* **TASK ITEM**: Although pictures appear in the entries below, leave them out and print exactly the lines from the first line through the line containing "Extract the structured".

Records from a dataset:
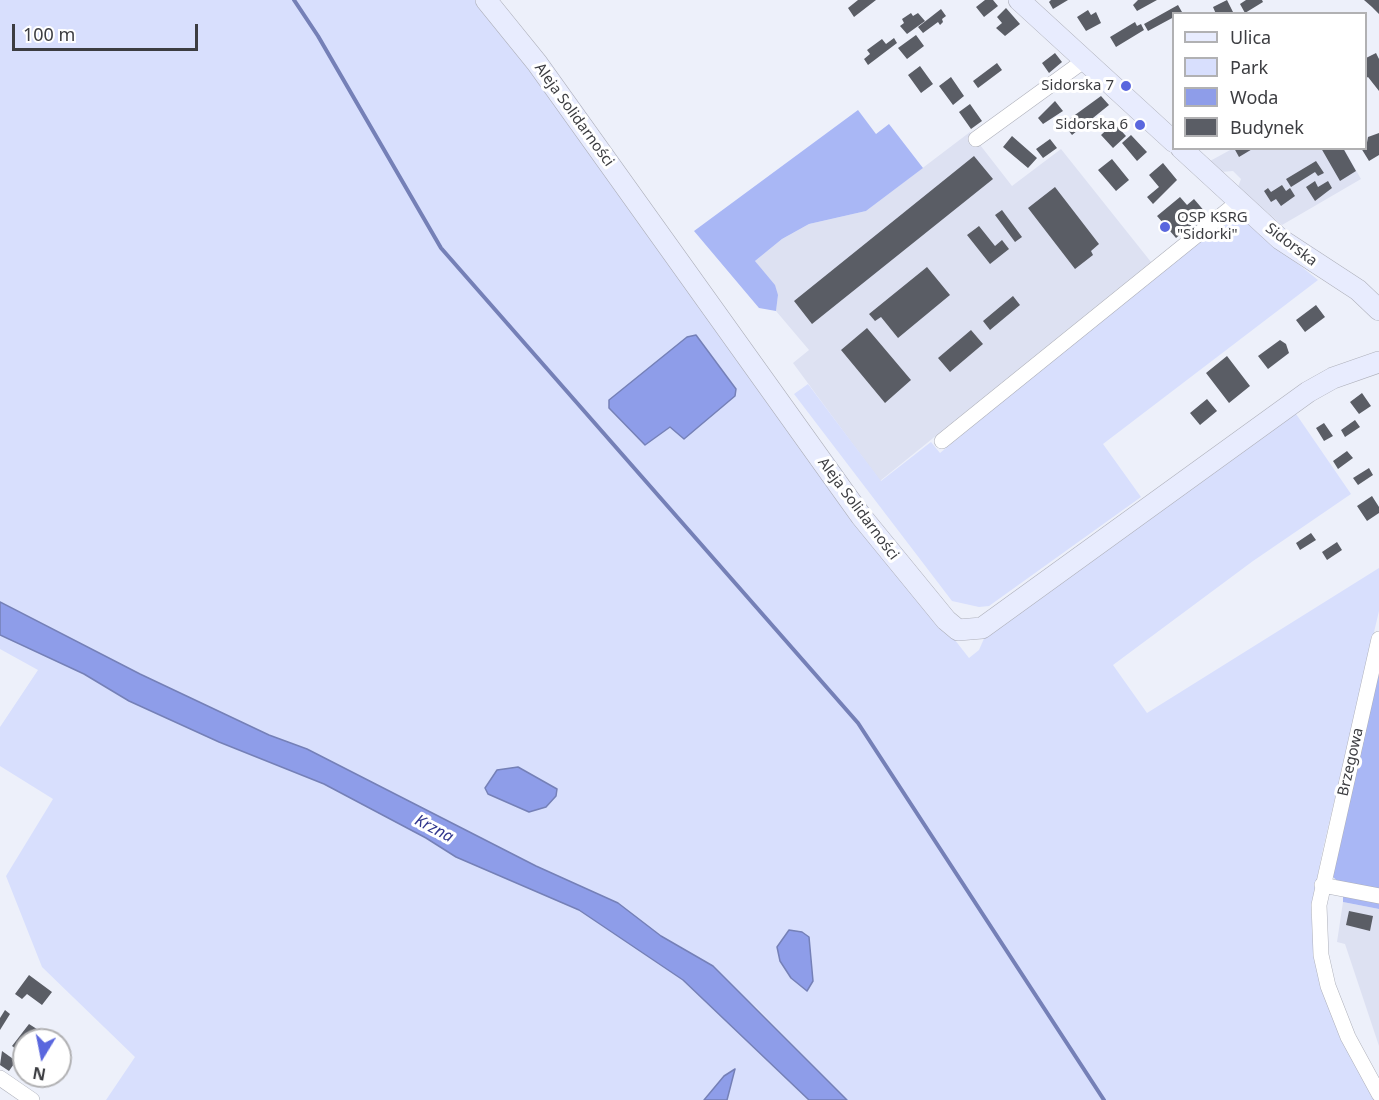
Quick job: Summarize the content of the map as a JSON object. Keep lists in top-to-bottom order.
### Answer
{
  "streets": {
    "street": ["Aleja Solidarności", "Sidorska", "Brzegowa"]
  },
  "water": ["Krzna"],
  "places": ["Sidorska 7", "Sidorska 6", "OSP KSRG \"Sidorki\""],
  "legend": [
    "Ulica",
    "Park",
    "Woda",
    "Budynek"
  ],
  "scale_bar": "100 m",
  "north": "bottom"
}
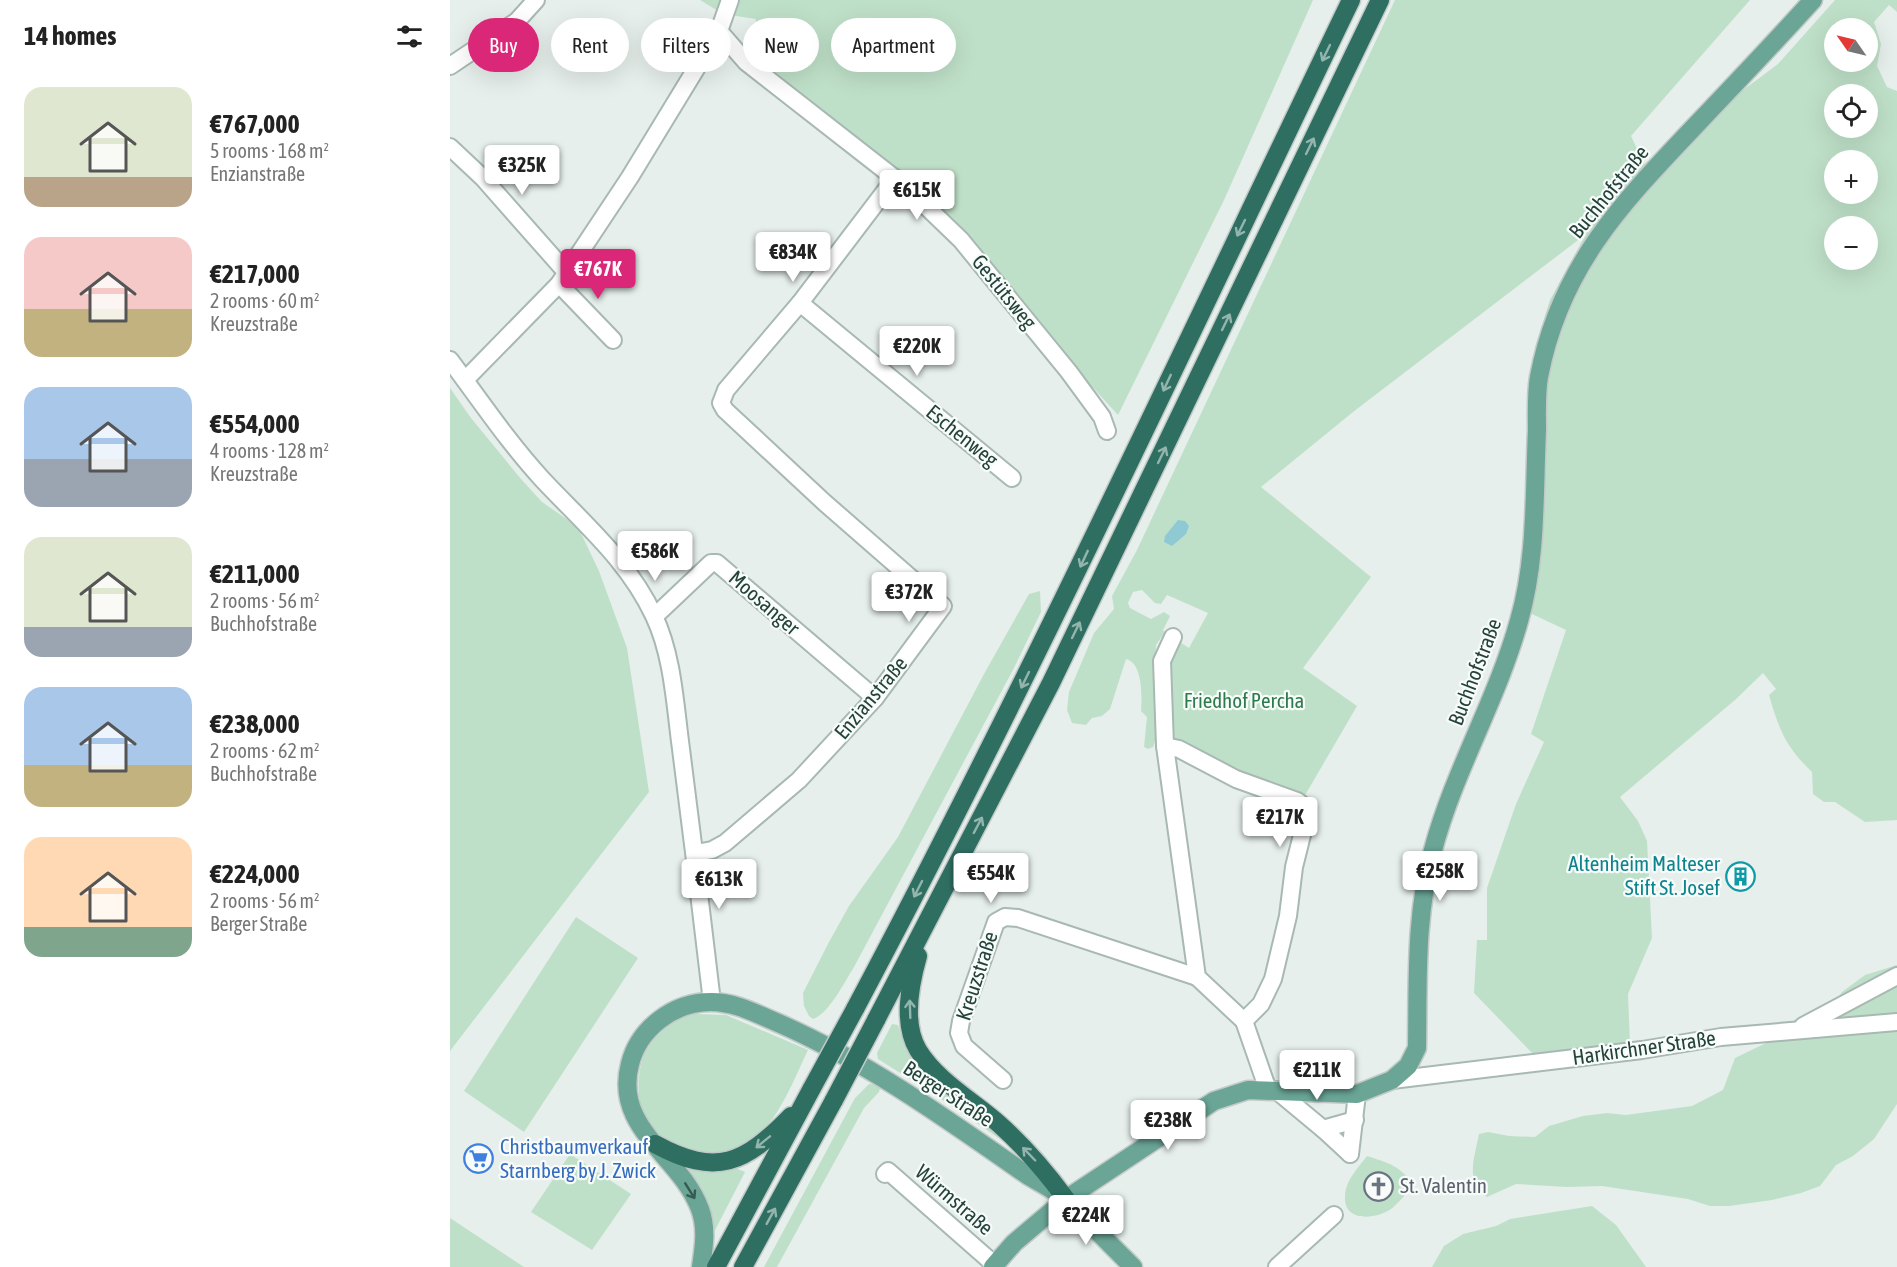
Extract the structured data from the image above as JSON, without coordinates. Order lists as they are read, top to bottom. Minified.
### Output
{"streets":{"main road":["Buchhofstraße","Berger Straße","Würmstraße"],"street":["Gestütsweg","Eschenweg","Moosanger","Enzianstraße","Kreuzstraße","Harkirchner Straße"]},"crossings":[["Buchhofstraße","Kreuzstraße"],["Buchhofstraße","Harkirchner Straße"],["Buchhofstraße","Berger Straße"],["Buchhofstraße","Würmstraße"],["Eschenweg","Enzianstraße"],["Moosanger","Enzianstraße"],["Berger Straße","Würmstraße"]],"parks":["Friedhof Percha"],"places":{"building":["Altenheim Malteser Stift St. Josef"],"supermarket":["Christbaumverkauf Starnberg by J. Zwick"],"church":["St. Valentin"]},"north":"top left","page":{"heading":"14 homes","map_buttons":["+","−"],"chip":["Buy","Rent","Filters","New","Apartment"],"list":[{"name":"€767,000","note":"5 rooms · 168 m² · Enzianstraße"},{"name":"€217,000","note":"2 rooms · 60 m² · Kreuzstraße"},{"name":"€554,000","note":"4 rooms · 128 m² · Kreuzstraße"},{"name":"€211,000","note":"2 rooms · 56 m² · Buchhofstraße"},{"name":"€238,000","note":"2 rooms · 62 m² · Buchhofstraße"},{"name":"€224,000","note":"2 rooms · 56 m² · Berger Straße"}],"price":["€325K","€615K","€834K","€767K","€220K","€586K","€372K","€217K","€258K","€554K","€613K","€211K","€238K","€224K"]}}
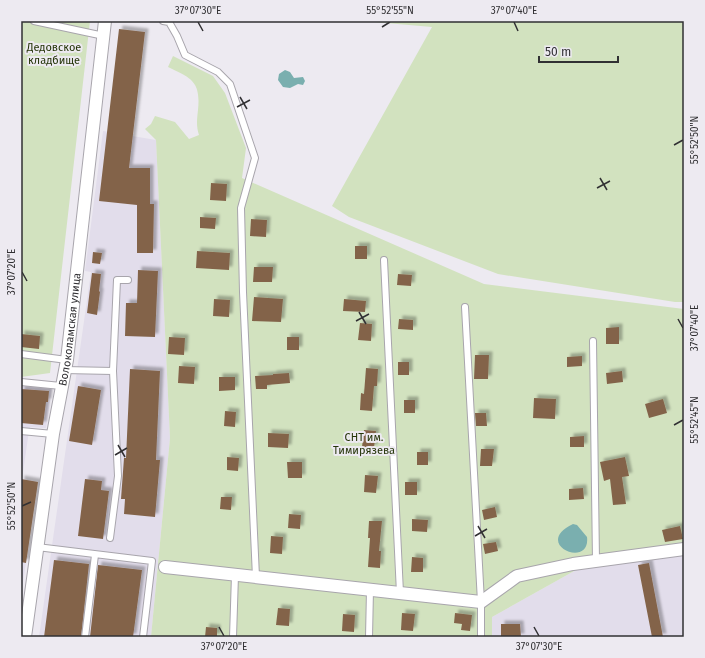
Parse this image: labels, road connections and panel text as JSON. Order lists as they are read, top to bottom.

* **ANSWER BOX**:
Quick job: Summarize the content of the map as a JSON object. Keep lists in top-to-bottom order.
### Answer
{
  "streets": {
    "street": ["Aleja Solidarności", "Sidorska", "Brzegowa"]
  },
  "water": ["Krzna"],
  "places": ["Sidorska 7", "Sidorska 6", "OSP KSRG \"Sidorki\""],
  "legend": [
    "Ulica",
    "Park",
    "Woda",
    "Budynek"
  ],
  "scale_bar": "100 m",
  "north": "bottom"
}
Extract the structured data from the image above as JSON, without coordinates. Order lists as they are read, top to bottom. Minified.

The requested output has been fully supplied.